The mandibular second, third and fourth premolars of six beagle dogs were extracted bilaterally and three implants were immediately placed in the hemi-arches of each dog. Randomly, three cylindrical and three tapered implants were inserted crestally (control group) or 2 mm subcrestally (test group). Both groups were treated with a minimal mucoperiosteal flap elevation approach. A gap from the buccal cortical wall to the implant was always left. Three dogs were allowed a 4-week submerged healing period and the other three an 8-week submerged healing period. The animals were sacrificed and samples were obtained. Biopsies were processed for ground sectioning. Histomorphometric analysis was carried out in order to compare BIC, de novo bone formation and bone remodeling.
All implants osseointegrated clinically and histologically. Healing patterns examined microscopically at 4 and 8 weeks for both groups (crestal and subcrestal) yielded similar qualitative bone findings. The total BIC mean value for the crestal group was 36.48 ± 3.4% and for the subcrestal group was 41.46 ± 4.2%. The mean percentage of newly formed BIC was greater with the cylindrical implant design (46.06 ± 1.09%) than with the tapered design (33.89 ± 1.72%). There was less bone resorption in the subcrestal group (test) than crestal group (control).
These findings suggest that apical positioning of the top of the implant does not jeopardize bone crest and peri-implant tissue remodeling. However, less resorption of the lingual crest may be expected when implants are placed 2 mm subcrestally. Moreover, higher BIC values were found in cylindrical implants placed subcrestally.
本研究旨在评估两种不同种植体设计在下颌犬中不同水平即刻种植体植入后与牙槽嵴骨的骨-种植体接触(BIC)和骨重塑动力学。

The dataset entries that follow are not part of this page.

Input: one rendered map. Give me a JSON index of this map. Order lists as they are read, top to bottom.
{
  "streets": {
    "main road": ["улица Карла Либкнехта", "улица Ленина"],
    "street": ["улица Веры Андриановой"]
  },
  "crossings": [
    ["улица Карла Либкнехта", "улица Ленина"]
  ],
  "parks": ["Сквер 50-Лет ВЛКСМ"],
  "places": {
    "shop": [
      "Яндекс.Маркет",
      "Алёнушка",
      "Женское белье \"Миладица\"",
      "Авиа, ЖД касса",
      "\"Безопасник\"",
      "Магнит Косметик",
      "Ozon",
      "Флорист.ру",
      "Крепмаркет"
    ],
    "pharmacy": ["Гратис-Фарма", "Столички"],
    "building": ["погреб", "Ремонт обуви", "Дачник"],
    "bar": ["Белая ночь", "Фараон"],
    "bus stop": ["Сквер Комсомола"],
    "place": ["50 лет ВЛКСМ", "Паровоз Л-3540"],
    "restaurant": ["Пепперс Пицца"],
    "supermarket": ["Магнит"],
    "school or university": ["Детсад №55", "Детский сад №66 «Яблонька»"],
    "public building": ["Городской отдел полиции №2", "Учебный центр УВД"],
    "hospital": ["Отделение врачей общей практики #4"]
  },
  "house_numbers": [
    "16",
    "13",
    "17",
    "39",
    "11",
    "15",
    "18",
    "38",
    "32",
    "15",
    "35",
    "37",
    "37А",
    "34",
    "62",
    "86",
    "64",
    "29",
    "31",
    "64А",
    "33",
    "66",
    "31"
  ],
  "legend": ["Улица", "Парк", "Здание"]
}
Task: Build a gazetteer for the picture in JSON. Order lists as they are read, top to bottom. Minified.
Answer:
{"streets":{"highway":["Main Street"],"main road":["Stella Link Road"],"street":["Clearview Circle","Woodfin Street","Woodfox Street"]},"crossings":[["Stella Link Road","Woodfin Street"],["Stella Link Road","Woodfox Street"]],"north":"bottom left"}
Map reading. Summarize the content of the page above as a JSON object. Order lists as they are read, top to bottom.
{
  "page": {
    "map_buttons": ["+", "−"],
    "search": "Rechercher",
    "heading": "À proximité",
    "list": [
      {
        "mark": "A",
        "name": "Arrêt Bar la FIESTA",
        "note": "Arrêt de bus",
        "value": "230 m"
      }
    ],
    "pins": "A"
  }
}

将 6 只比格犬的下颌第二、第三和第四前磨牙双侧拔除,并在每只犬的半弓中立即放置 3 个种植体。随机将 3 个圆柱形和 3 个锥形种植体植入牙槽嵴(对照组)或 2mm 牙槽嵴下(实验组)。两组均采用最小的黏膜骨瓣提升方法处理。始终在颊侧皮质骨壁和种植体之间留有间隙。其中 3 只狗接受 4 周的埋置愈合期,另外 3 只狗接受 8 周的埋置愈合期。处死动物并取样本。对活检进行研磨切片。进行组织形态计量学分析以比较 BIC、新骨形成和骨重塑。
所有种植体均临床和组织学上骨整合。两组(牙槽嵴和牙槽嵴下)在 4 周和 8 周时进行的显微镜下愈合模式检查得出了相似的定性骨发现。对于牙槽嵴组,总 BIC 的平均值为 36.48±3.4%,对于牙槽嵴下组,总 BIC 的平均值为 41.46±4.2%。与锥形设计(33.89±1.72%)相比,圆柱形种植体设计的新形成 BIC 的平均百分比更大(46.06±1.09%)。牙槽嵴下组(实验组)的骨吸收量小于牙槽嵴组(对照组)。
这些发现表明,种植体顶部的根尖位置不会危及牙槽嵴和种植体周围组织的重塑。然而,当种植体放置在牙槽嵴下 2mm 时,预计颊侧嵴的吸收会减少。此外,在下牙槽嵴放置的圆柱形种植体的 BIC 值更高。